Problem. Given two integers n and k, return all combinations of k numbers chosen from 1..n. For n = 4, k = 2: [1,2], [1,3], [1,4], [2,3], [2,4], [3,4]. Order within a combination doesn't matter, so [2,1] is the same as [1,2].
Brute force
Generating all 2ⁿ subsets and keeping those of size k works but wastes effort on every wrong-sized subset. We can instead enumerate only size-k combinations directly — there are C(n,k) of them.
Optimal — backtracking with a start index
Because order is irrelevant, we impose a canonical one: each combination is built in increasing value. The start index enforces this — after choosing value i, the next choice may only come from i+1..n, which guarantees we never produce [2,1] after [1,2] and never reuse an element.

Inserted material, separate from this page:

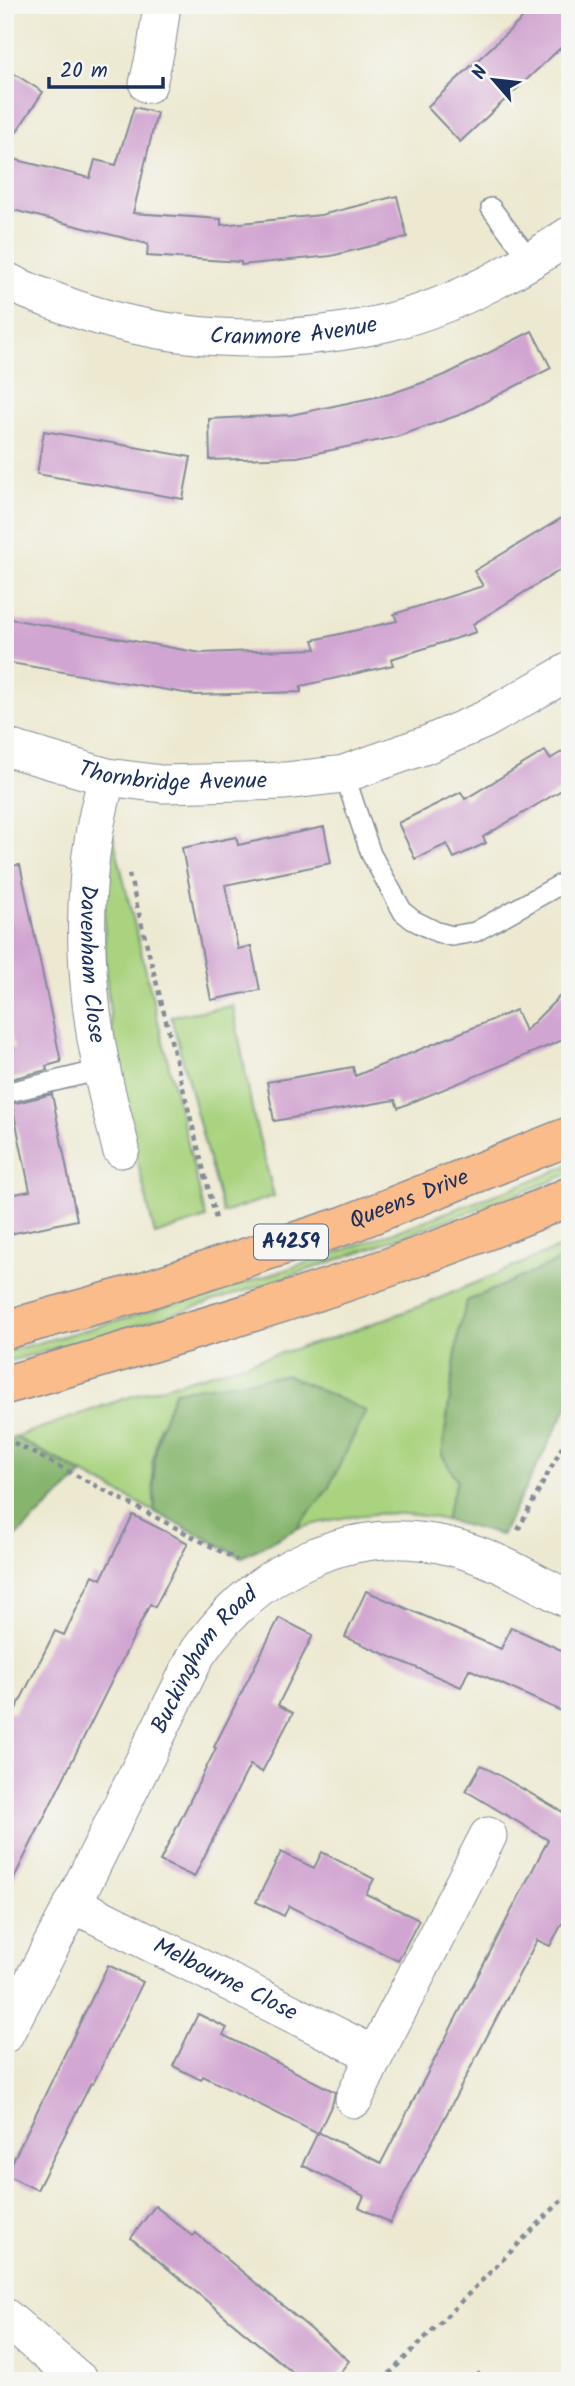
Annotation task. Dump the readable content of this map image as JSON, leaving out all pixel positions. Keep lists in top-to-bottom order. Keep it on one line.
{"streets":{"main road":["Queens Drive","A4259"],"street":["Cranmore Avenue","Thornbridge Avenue","Davenham Close","Buckingham Road","Melbourne Close"]},"crossings":[["Thornbridge Avenue","Davenham Close"],["Buckingham Road","Melbourne Close"]],"scale_bar":"20 m","north":"top left"}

List<List<Integer>> combine(int n, int k) {
List<List<Integer>> result = new ArrayList<>();
backtrack(1, n, k, new ArrayList<>(), result);
return result;
}
void backtrack(int start, int n, int k, List<Integer> path, List<List<Integer>> result) {
if (path.size() == k) { // complete combination
result.add(new ArrayList<>(path));
return;
}
// Pruning: need (k - path.size()) more; stop when not enough numbers remain.

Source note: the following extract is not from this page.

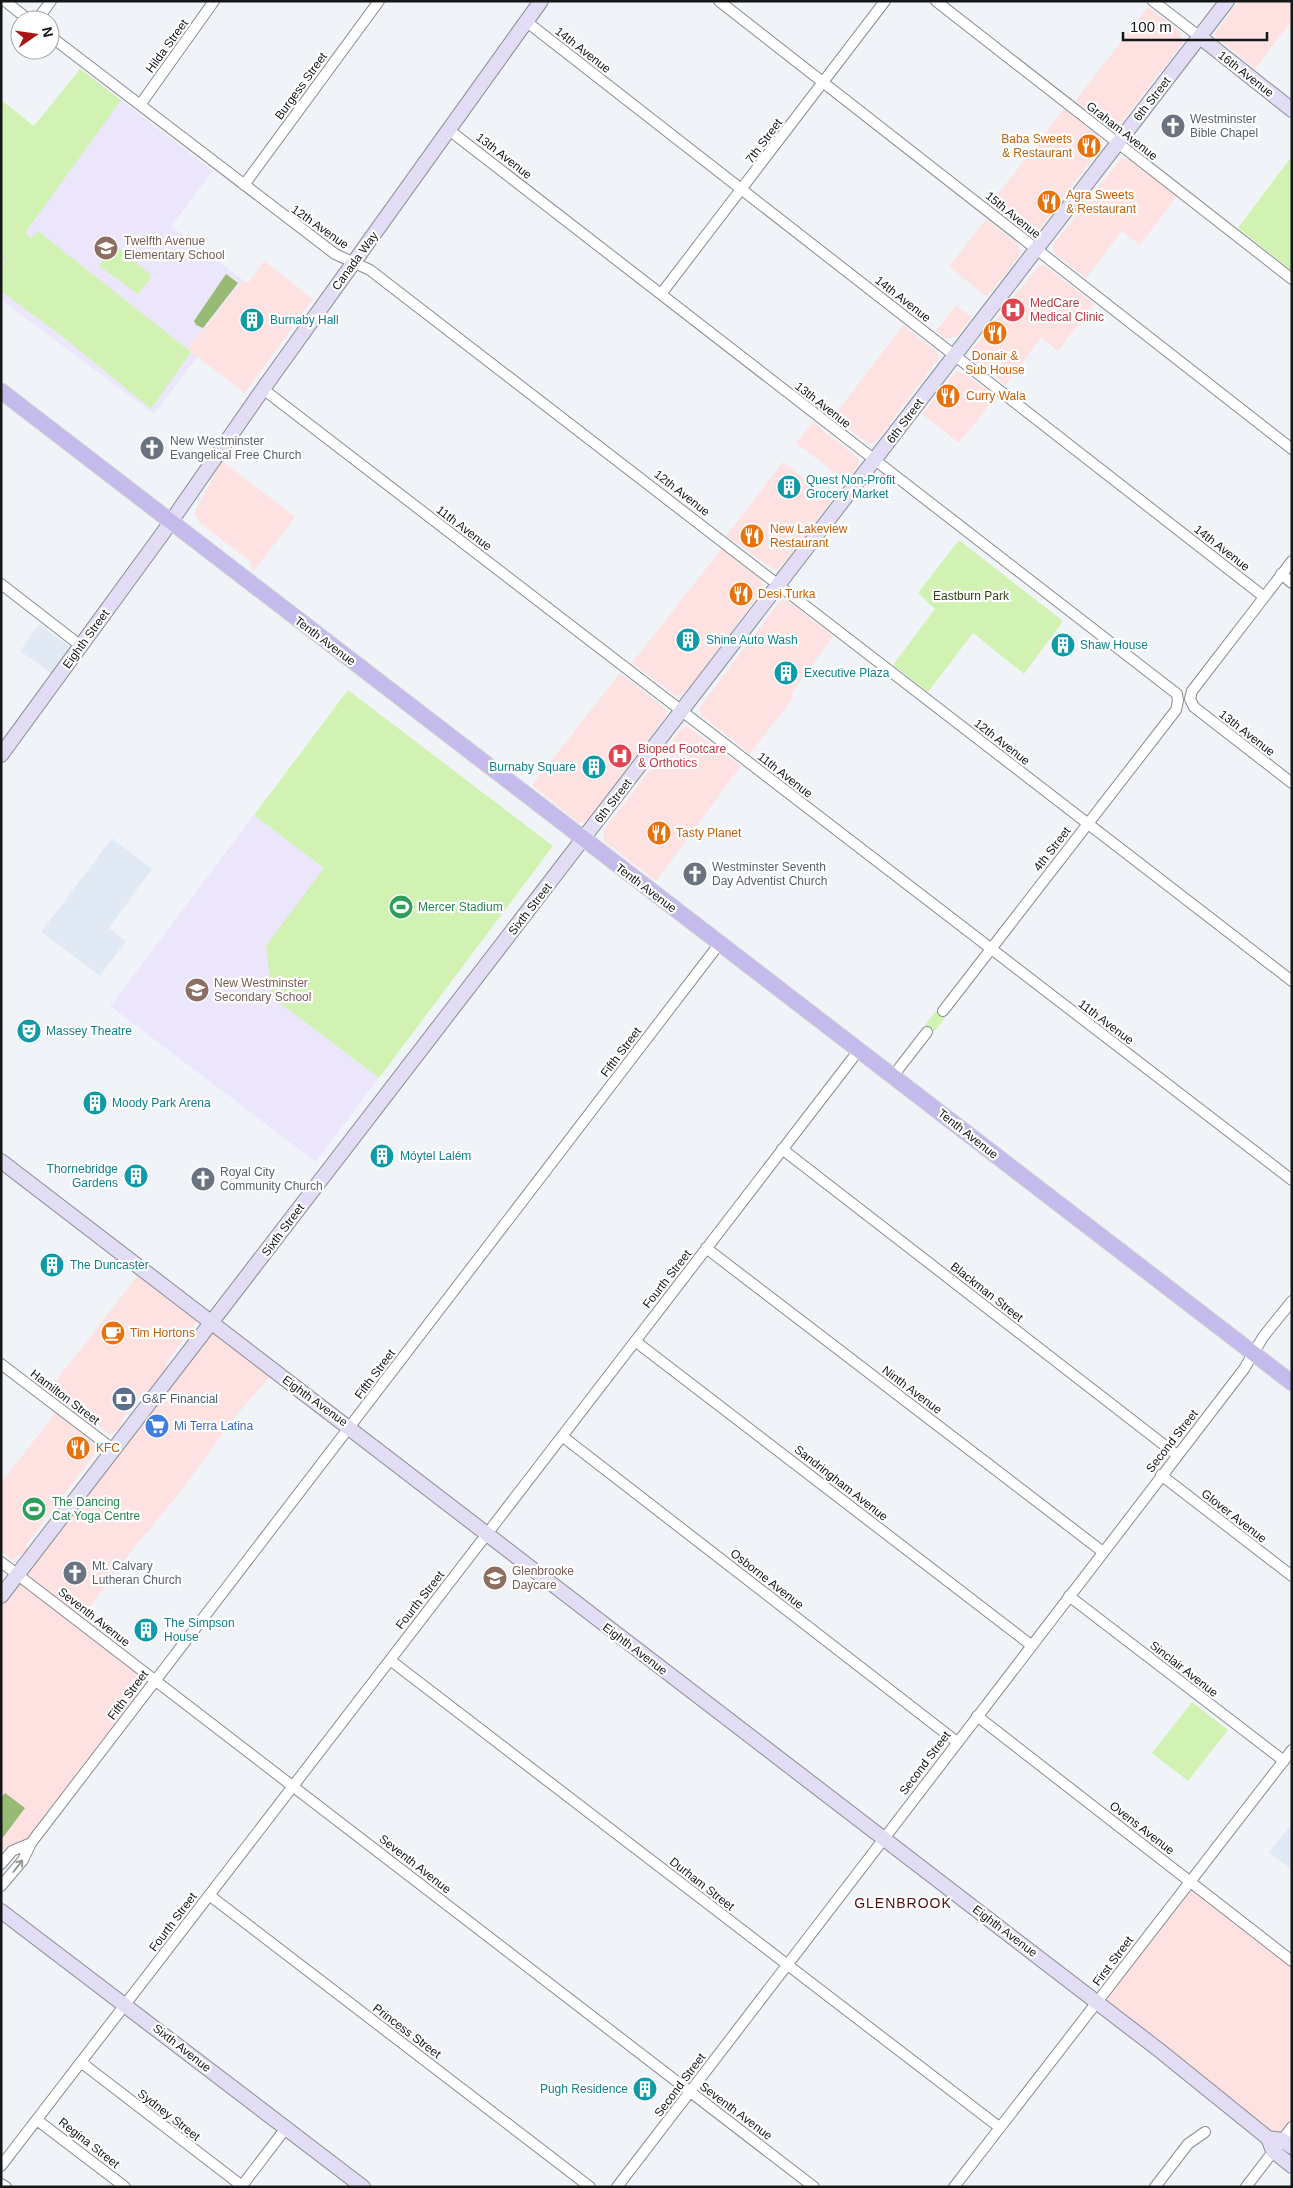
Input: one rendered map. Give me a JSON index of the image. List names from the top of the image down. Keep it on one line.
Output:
{"streets":{"main road":["Tenth Avenue"],"street":["Hilda Street","14th Avenue","16th Avenue","Burgess Street","6th Street","Graham Avenue","7th Street","13th Avenue","15th Avenue","12th Avenue","Canada Way","11th Avenue","Eighth Street","4th Street","Sixth Street","Fifth Street","Fourth Street","Blackman Street","Ninth Avenue","Hamilton Street","Eighth Avenue","Second Street","Sandringham Avenue","Glover Avenue","Osborne Avenue","Seventh Avenue","Sinclair Avenue","Ovens Avenue","Durham Street","First Street","Princess Street","Sixth Avenue","Sydney Street","Regina Street"]},"crossings":[["Hilda Street","12th Avenue"],["14th Avenue","6th Street"],["14th Avenue","7th Street"],["14th Avenue","13th Avenue"],["14th Avenue","Canada Way"],["16th Avenue","6th Street"],["Burgess Street","12th Avenue"],["6th Street","Graham Avenue"],["6th Street","13th Avenue"],["6th Street","15th Avenue"],["6th Street","12th Avenue"],["6th Street","11th Avenue"],["6th Street","Tenth Avenue"],["6th Street","Sixth Street"],["7th Street","13th Avenue"],["7th Street","15th Avenue"],["13th Avenue","Canada Way"],["13th Avenue","4th Street"],["12th Avenue","Canada Way"],["12th Avenue","4th Street"],["Canada Way","11th Avenue"],["Canada Way","Eighth Street"],["Canada Way","Tenth Avenue"],["11th Avenue","4th Street"],["Eighth Street","Tenth Avenue"],["Tenth Avenue","Sixth Street"],["Tenth Avenue","Fifth Street"],["Tenth Avenue","Fourth Street"],["Tenth Avenue","Second Street"],["Sixth Street","Hamilton Street"],["Sixth Street","Eighth Avenue"],["Sixth Street","Seventh Avenue"],["Fifth Street","Eighth Avenue"],["Fifth Street","Seventh Avenue"],["Fourth Street","Blackman Street"],["Fourth Street","Ninth Avenue"],["Fourth Street","Eighth Avenue"],["Fourth Street","Sandringham Avenue"],["Fourth Street","Osborne Avenue"],["Fourth Street","Seventh Avenue"],["Fourth Street","Durham Street"],["Fourth Street","Princess Street"],["Fourth Street","Sixth Avenue"],["Fourth Street","Sydney Street"],["Fourth Street","Regina Street"],["Blackman Street","Second Street"],["Ninth Avenue","Second Street"],["Eighth Avenue","Second Street"],["Eighth Avenue","First Street"],["Second Street","Sandringham Avenue"],["Second Street","Glover Avenue"],["Second Street","Osborne Avenue"],["Second Street","Seventh Avenue"],["Second Street","Sinclair Avenue"],["Second Street","Ovens Avenue"],["Second Street","Durham Street"],["Sinclair Avenue","First Street"],["Ovens Avenue","First Street"],["Durham Street","First Street"]],"districts":["GLENBROOK"],"parks":["Eastburn Park"],"places":{"church":["Westminster Bible Chapel","New Westminster Evangelical Free Church","Westminster Seventh Day Adventist Church","Royal City Community Church","Mt. Calvary Lutheran Church"],"restaurant":["Baba Sweets & Restaurant","Agra Sweets & Restaurant","Donair & Sub House","Curry Wala","New Lakeview Restaurant","Desi Turka","Tasty Planet","KFC"],"school or university":["Twelfth Avenue Elementary School","New Westminster Secondary School","Glenbrooke Daycare"],"hospital":["MedCare Medical Clinic","Bioped Footcare & Orthotics"],"building":["Burnaby Hall","Quest Non-Profit Grocery Market","Shine Auto Wash","Shaw House","Executive Plaza","Burnaby Square","Moody Park Arena","Móytel Lalém","Thornebridge Gardens","The Duncaster","The Simpson House","Pugh Residence"],"sports":["Mercer Stadium","The Dancing Cat Yoga Centre"],"theatre":["Massey Theatre"],"cafe":["Tim Hortons"],"bank":["G&F Financial"],"supermarket":["Mi Terra Latina"]},"scale_bar":"100 m","north":"right"}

int need = k - path.size();
for (int i = start; i <= n - need + 1; i++) {
path.add(i); // choose
backtrack(i + 1, n, k, path, result); // explore — note i + 1, not start
path.remove(path.size() - 1); // unchoose
}
}The loop upper bound n - need + 1 is the key prune: if fewer than need numbers remain, no branch from here can reach size k, so we cut it. Passing i + 1 (not start + 1) is what advances past the just-chosen element.
There are C(n,k) leaves and each costs O(k) to copy, so the cost is O(k · C(n,k)) time, O(k) auxiliary space plus recursion depth k.